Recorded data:

++++++++

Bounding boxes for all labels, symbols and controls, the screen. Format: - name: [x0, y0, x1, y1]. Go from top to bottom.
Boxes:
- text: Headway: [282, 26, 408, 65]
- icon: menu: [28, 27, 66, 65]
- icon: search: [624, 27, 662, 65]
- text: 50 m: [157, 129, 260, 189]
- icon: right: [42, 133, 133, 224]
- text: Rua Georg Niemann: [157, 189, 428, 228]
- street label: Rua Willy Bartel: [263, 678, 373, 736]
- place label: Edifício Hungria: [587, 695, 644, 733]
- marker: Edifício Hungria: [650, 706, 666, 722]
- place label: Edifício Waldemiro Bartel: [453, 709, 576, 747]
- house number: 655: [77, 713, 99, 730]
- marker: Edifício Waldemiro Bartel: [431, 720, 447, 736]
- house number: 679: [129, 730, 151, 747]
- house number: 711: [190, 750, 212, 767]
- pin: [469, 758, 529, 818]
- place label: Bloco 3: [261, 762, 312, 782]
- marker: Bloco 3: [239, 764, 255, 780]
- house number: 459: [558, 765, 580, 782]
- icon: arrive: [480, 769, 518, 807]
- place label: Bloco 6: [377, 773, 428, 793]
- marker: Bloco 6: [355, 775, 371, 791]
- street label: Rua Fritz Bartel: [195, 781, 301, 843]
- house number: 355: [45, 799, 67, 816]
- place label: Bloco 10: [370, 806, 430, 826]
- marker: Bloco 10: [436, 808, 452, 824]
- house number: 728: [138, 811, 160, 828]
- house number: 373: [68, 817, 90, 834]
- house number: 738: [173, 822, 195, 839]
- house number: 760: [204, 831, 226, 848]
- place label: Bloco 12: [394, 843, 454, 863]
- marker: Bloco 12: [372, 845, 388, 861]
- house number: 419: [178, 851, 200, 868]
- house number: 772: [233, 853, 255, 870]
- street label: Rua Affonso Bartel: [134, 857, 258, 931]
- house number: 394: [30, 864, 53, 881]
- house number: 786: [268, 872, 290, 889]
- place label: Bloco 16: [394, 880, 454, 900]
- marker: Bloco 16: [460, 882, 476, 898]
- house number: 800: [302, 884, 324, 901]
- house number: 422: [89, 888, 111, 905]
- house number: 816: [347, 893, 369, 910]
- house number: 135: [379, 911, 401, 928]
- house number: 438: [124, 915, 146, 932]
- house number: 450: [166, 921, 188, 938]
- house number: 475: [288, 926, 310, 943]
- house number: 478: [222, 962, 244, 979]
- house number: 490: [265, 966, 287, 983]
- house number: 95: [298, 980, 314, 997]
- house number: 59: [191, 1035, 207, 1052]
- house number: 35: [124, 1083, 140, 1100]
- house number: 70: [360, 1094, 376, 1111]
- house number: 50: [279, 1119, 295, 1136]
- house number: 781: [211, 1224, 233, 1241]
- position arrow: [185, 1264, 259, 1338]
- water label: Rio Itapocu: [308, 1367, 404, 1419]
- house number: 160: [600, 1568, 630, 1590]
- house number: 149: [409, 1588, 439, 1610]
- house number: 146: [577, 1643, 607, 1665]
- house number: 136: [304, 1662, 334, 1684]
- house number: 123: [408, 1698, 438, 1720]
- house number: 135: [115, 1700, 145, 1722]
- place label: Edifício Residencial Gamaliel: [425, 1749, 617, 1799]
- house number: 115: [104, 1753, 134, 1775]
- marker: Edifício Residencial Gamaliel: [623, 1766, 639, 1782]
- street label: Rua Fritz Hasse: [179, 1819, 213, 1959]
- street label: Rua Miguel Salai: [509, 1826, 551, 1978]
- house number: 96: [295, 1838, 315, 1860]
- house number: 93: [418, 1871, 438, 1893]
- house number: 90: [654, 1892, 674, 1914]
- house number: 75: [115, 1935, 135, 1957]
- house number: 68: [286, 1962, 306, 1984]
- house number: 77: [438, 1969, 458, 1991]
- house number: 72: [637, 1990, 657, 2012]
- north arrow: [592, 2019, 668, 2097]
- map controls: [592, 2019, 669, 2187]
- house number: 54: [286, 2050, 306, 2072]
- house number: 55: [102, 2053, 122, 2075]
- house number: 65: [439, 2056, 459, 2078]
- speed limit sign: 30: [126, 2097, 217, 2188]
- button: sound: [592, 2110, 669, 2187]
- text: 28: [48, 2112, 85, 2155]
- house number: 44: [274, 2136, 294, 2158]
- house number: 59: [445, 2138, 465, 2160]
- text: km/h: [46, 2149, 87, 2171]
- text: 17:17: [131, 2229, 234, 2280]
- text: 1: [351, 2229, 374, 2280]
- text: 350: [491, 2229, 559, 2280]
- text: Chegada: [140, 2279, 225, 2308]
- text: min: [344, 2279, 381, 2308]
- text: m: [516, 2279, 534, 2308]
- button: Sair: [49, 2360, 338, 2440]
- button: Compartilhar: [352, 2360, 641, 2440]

++++++++

• [Exercise goal]
Copy every entry exactly; no part may be left out.

• [Answer for the task]
Bounding boxes for all labels, symbols and controls, the screen. Format: - name: [x0, y0, x1, y1]. Go from top to bottom.
Boxes:
- text: Headway: [282, 26, 408, 65]
- icon: menu: [28, 27, 66, 65]
- icon: search: [624, 27, 662, 65]
- text: 50 m: [157, 129, 260, 189]
- icon: right: [42, 133, 133, 224]
- text: Rua Georg Niemann: [157, 189, 428, 228]
- street label: Rua Willy Bartel: [263, 678, 373, 736]
- place label: Edifício Hungria: [587, 695, 644, 733]
- marker: Edifício Hungria: [650, 706, 666, 722]
- place label: Edifício Waldemiro Bartel: [453, 709, 576, 747]
- house number: 655: [77, 713, 99, 730]
- marker: Edifício Waldemiro Bartel: [431, 720, 447, 736]
- house number: 679: [129, 730, 151, 747]
- house number: 711: [190, 750, 212, 767]
- pin: [469, 758, 529, 818]
- place label: Bloco 3: [261, 762, 312, 782]
- marker: Bloco 3: [239, 764, 255, 780]
- house number: 459: [558, 765, 580, 782]
- icon: arrive: [480, 769, 518, 807]
- place label: Bloco 6: [377, 773, 428, 793]
- marker: Bloco 6: [355, 775, 371, 791]
- street label: Rua Fritz Bartel: [195, 781, 301, 843]
- house number: 355: [45, 799, 67, 816]
- place label: Bloco 10: [370, 806, 430, 826]
- marker: Bloco 10: [436, 808, 452, 824]
- house number: 728: [138, 811, 160, 828]
- house number: 373: [68, 817, 90, 834]
- house number: 738: [173, 822, 195, 839]
- house number: 760: [204, 831, 226, 848]
- place label: Bloco 12: [394, 843, 454, 863]
- marker: Bloco 12: [372, 845, 388, 861]
- house number: 419: [178, 851, 200, 868]
- house number: 772: [233, 853, 255, 870]
- street label: Rua Affonso Bartel: [134, 857, 258, 931]
- house number: 394: [30, 864, 53, 881]
- house number: 786: [268, 872, 290, 889]
- place label: Bloco 16: [394, 880, 454, 900]
- marker: Bloco 16: [460, 882, 476, 898]
- house number: 800: [302, 884, 324, 901]
- house number: 422: [89, 888, 111, 905]
- house number: 816: [347, 893, 369, 910]
- house number: 135: [379, 911, 401, 928]
- house number: 438: [124, 915, 146, 932]
- house number: 450: [166, 921, 188, 938]
- house number: 475: [288, 926, 310, 943]
- house number: 478: [222, 962, 244, 979]
- house number: 490: [265, 966, 287, 983]
- house number: 95: [298, 980, 314, 997]
- house number: 59: [191, 1035, 207, 1052]
- house number: 35: [124, 1083, 140, 1100]
- house number: 70: [360, 1094, 376, 1111]
- house number: 50: [279, 1119, 295, 1136]
- house number: 781: [211, 1224, 233, 1241]
- position arrow: [185, 1264, 259, 1338]
- water label: Rio Itapocu: [308, 1367, 404, 1419]
- house number: 160: [600, 1568, 630, 1590]
- house number: 149: [409, 1588, 439, 1610]
- house number: 146: [577, 1643, 607, 1665]
- house number: 136: [304, 1662, 334, 1684]
- house number: 123: [408, 1698, 438, 1720]
- house number: 135: [115, 1700, 145, 1722]
- place label: Edifício Residencial Gamaliel: [425, 1749, 617, 1799]
- house number: 115: [104, 1753, 134, 1775]
- marker: Edifício Residencial Gamaliel: [623, 1766, 639, 1782]
- street label: Rua Fritz Hasse: [179, 1819, 213, 1959]
- street label: Rua Miguel Salai: [509, 1826, 551, 1978]
- house number: 96: [295, 1838, 315, 1860]
- house number: 93: [418, 1871, 438, 1893]
- house number: 90: [654, 1892, 674, 1914]
- house number: 75: [115, 1935, 135, 1957]
- house number: 68: [286, 1962, 306, 1984]
- house number: 77: [438, 1969, 458, 1991]
- house number: 72: [637, 1990, 657, 2012]
- north arrow: [592, 2019, 668, 2097]
- map controls: [592, 2019, 669, 2187]
- house number: 54: [286, 2050, 306, 2072]
- house number: 55: [102, 2053, 122, 2075]
- house number: 65: [439, 2056, 459, 2078]
- speed limit sign: 30: [126, 2097, 217, 2188]
- button: sound: [592, 2110, 669, 2187]
- text: 28: [48, 2112, 85, 2155]
- house number: 44: [274, 2136, 294, 2158]
- house number: 59: [445, 2138, 465, 2160]
- text: km/h: [46, 2149, 87, 2171]
- text: 17:17: [131, 2229, 234, 2280]
- text: 1: [351, 2229, 374, 2280]
- text: 350: [491, 2229, 559, 2280]
- text: Chegada: [140, 2279, 225, 2308]
- text: min: [344, 2279, 381, 2308]
- text: m: [516, 2279, 534, 2308]
- button: Sair: [49, 2360, 338, 2440]
- button: Compartilhar: [352, 2360, 641, 2440]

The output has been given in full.